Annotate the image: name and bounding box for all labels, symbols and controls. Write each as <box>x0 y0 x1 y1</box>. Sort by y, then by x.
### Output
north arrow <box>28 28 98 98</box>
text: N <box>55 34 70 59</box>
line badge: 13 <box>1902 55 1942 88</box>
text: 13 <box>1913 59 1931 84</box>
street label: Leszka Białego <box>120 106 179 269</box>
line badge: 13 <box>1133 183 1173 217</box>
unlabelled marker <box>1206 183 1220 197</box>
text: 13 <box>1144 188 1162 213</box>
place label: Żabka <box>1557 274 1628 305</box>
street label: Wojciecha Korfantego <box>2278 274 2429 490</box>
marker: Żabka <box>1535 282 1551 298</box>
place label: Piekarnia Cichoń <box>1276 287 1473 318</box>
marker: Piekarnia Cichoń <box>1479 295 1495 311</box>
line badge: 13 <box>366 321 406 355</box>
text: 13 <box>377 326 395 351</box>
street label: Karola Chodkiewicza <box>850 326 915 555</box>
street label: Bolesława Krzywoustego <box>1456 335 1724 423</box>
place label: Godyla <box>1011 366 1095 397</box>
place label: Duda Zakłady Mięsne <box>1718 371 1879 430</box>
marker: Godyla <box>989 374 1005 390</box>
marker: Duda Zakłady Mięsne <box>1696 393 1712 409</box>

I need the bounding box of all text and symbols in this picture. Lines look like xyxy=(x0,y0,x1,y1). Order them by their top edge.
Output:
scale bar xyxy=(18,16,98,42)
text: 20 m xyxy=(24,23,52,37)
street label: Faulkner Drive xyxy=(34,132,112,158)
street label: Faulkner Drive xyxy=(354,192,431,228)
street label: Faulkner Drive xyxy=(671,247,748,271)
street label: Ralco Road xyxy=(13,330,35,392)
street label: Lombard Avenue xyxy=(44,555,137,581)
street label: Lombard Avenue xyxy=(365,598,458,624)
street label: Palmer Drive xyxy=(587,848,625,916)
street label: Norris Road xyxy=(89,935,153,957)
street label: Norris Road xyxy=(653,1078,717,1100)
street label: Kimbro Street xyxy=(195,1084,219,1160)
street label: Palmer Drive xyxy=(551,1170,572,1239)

Task brief. What you return must match the listing above exactly, with every line included.

Result of the task.
Annotate the image: name and bounding box for all labels, symbols and controls. Write each as <box>x0 y0 x1 y1</box>. Sort by y, then by x.
### Output
north arrow <box>28 28 98 98</box>
text: N <box>55 34 70 59</box>
line badge: 13 <box>1902 55 1942 88</box>
text: 13 <box>1913 59 1931 84</box>
street label: Leszka Białego <box>120 106 179 269</box>
line badge: 13 <box>1133 183 1173 217</box>
unlabelled marker <box>1206 183 1220 197</box>
text: 13 <box>1144 188 1162 213</box>
place label: Żabka <box>1557 274 1628 305</box>
street label: Wojciecha Korfantego <box>2278 274 2429 490</box>
marker: Żabka <box>1535 282 1551 298</box>
place label: Piekarnia Cichoń <box>1276 287 1473 318</box>
marker: Piekarnia Cichoń <box>1479 295 1495 311</box>
line badge: 13 <box>366 321 406 355</box>
text: 13 <box>377 326 395 351</box>
street label: Karola Chodkiewicza <box>850 326 915 555</box>
street label: Bolesława Krzywoustego <box>1456 335 1724 423</box>
place label: Godyla <box>1011 366 1095 397</box>
place label: Duda Zakłady Mięsne <box>1718 371 1879 430</box>
marker: Godyla <box>989 374 1005 390</box>
marker: Duda Zakłady Mięsne <box>1696 393 1712 409</box>

I need the bounding box of all text and symbols in this picture. Lines look like xyxy=(x0,y0,x1,y1). Order them by their top edge.
Output:
scale bar xyxy=(18,16,98,42)
text: 20 m xyxy=(24,23,52,37)
street label: Faulkner Drive xyxy=(34,132,112,158)
street label: Faulkner Drive xyxy=(354,192,431,228)
street label: Faulkner Drive xyxy=(671,247,748,271)
street label: Ralco Road xyxy=(13,330,35,392)
street label: Lombard Avenue xyxy=(44,555,137,581)
street label: Lombard Avenue xyxy=(365,598,458,624)
street label: Palmer Drive xyxy=(587,848,625,916)
street label: Norris Road xyxy=(89,935,153,957)
street label: Norris Road xyxy=(653,1078,717,1100)
street label: Kimbro Street xyxy=(195,1084,219,1160)
street label: Palmer Drive xyxy=(551,1170,572,1239)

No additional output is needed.